Ramadan is here and I am super excited. I’m not excited just because this is the time Muslims are meant to behave even better than usual, to be closer to God. That is a wonderful thing, of course, but I’m also excited because Ramadan is a time of family gatherings, of being extra kind to each other, and a time for extra delicious food. Muslims fast during the day, from sunrise to sunset, but when we eat after sunset, it truly is a feast!
During Ramadan, we usually have two meals each day. First, there is Sohour, eaten around 4:00 am, before sunrise. In our house, it is usually a lighter meal of foule (fava beans), yogurt, green salad and my kids’ favourite sugar cane molasses mixed with tahini. It is so so yummy.
The second meal is called Iftar and it is usually our main meal of the day. We eat Iftar around 5:00 pm in Sydney now because we are currently close to winter and the sun sets around this time. We are the lucky ones to break our fasting earlier.
Let me tell you what my family eats. There is a feast every single day during Ramadan. We break our fast by eating a date. After we eat the date, we usually eat soup, pasta, or rice with chicken or other meat. My kids don’t prefer seafood in Ramadan, like some families do.
I have many good memories of my childhood back in Egypt, where we had so many decorations and lights in the streets. My dad would take us to buy fannous Ramadan (a lantern), and the family had so many gatherings. There was so much laughter and love. The streets were alive with people except for the Iftar hour (after sunset), then everything stops and quietens. Our Christian neighbours would make delicious Kunafa for dessert. It’s delicious — here is a video of how it’s made in Egypt:
If you are keen to try to make Kunafa at home, here is a recipe:
Now let’s talk about Ramadan in Australia!
On the first day of Ramadan, the whole family breaks their fast in our house. We have over 50 people in our house, so I usually cook two days in advance. Sydney is very exciting during Ramadan. Every suburb has a unique way of celebrating.
In Lakemba, Haldon street becomes the hub for every foodie. Starting from 6.00 pm, you can eat your way through Cocos Island Cuisine to Pakistani, Bengali, Indian, Lebanese, and more. You can smell the strong delicious aroma of BBQ camel burgers. You are very welcome to join us on our ‘Ramadan Night Markets‘ Tour to experience this amazing celebration first-hand!
In Merrylands, you can celebrate Ramadan with Turkish, Afghan and Persian street food. You’ll meet lovely and wonderful business owners, and OMG — the sweets and spiced ice-cream you’ll find. Merrylands is a totally fabulous and sweet place to be during Ramadan, so we’d love you to join us on our ‘From Afghanistan to Persia‘ Ramadan Evening Tour!

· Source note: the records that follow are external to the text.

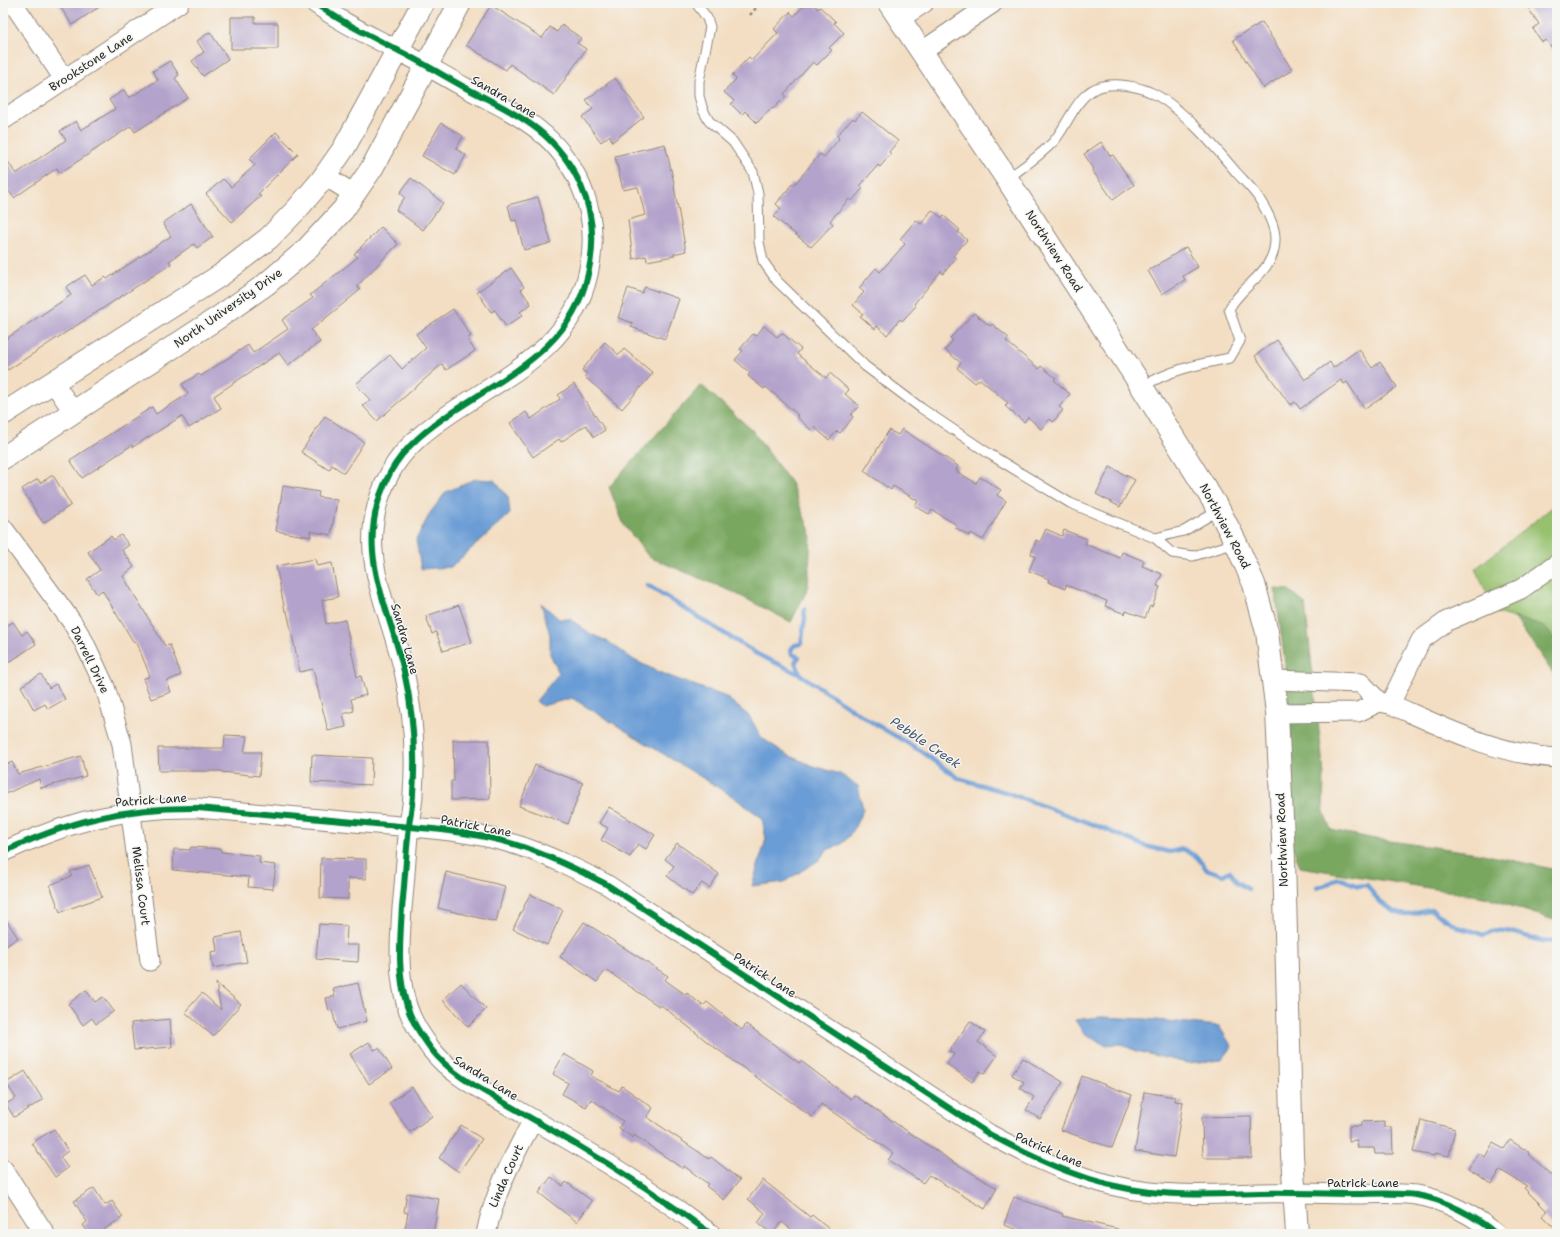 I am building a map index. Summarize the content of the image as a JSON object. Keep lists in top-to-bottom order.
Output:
{
  "streets": {
    "street": [
      "Brookstone Lane",
      "Sandra Lane",
      "Northview Road",
      "North University Drive",
      "Darrell Drive",
      "Patrick Lane",
      "Melissa Court",
      "Linda Court"
    ]
  },
  "crossings": [
    ["Sandra Lane", "North University Drive"],
    ["Sandra Lane", "Patrick Lane"],
    ["Sandra Lane", "Linda Court"],
    ["Northview Road", "Patrick Lane"],
    ["Darrell Drive", "Patrick Lane"],
    ["Darrell Drive", "Melissa Court"],
    ["Patrick Lane", "Melissa Court"]
  ],
  "water": ["Pebble Creek"]
} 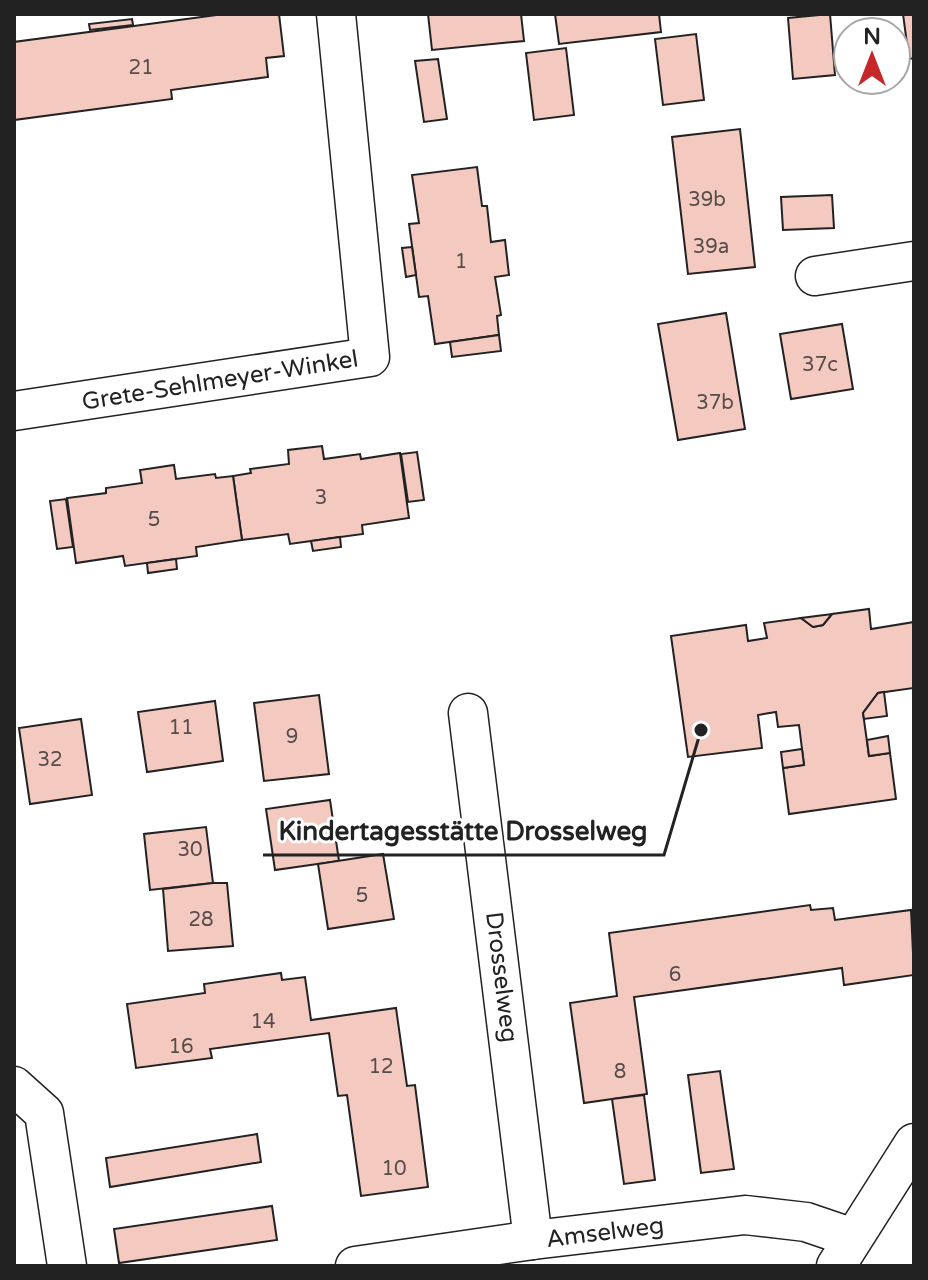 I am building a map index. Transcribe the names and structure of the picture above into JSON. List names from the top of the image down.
{
  "streets": {
    "street": ["Grete-Sehlmeyer-Winkel", "Drosselweg", "Amselweg"]
  },
  "crossings": [
    ["Drosselweg", "Amselweg"]
  ],
  "places": ["Kindertagesstätte Drosselweg"],
  "house_numbers": [
    "21",
    "39b",
    "39a",
    "1",
    "37c",
    "37b",
    "3",
    "5",
    "11",
    "9",
    "32",
    "30",
    "5",
    "28",
    "6",
    "14",
    "16",
    "12",
    "8",
    "10"
  ],
  "north": "top"
}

Lakemba and Merrylands are fantastic and I love them both, but I also have to talk about Greenacre, as it’s my absolute favourite place to be. I call Greenacre ‘Oasis of Sweets’. In my opinion, Greenacre has the best Middle Eastern sweets in Australia. It’s a great place to have a refreshing treat after Iftar from Frozen Dairee or gooey syrupy ladies’ arms from Ablas or Sabbagh. You can try the ‘Arabic Adventure‘ Ramadan Evening Tour in Greenacre.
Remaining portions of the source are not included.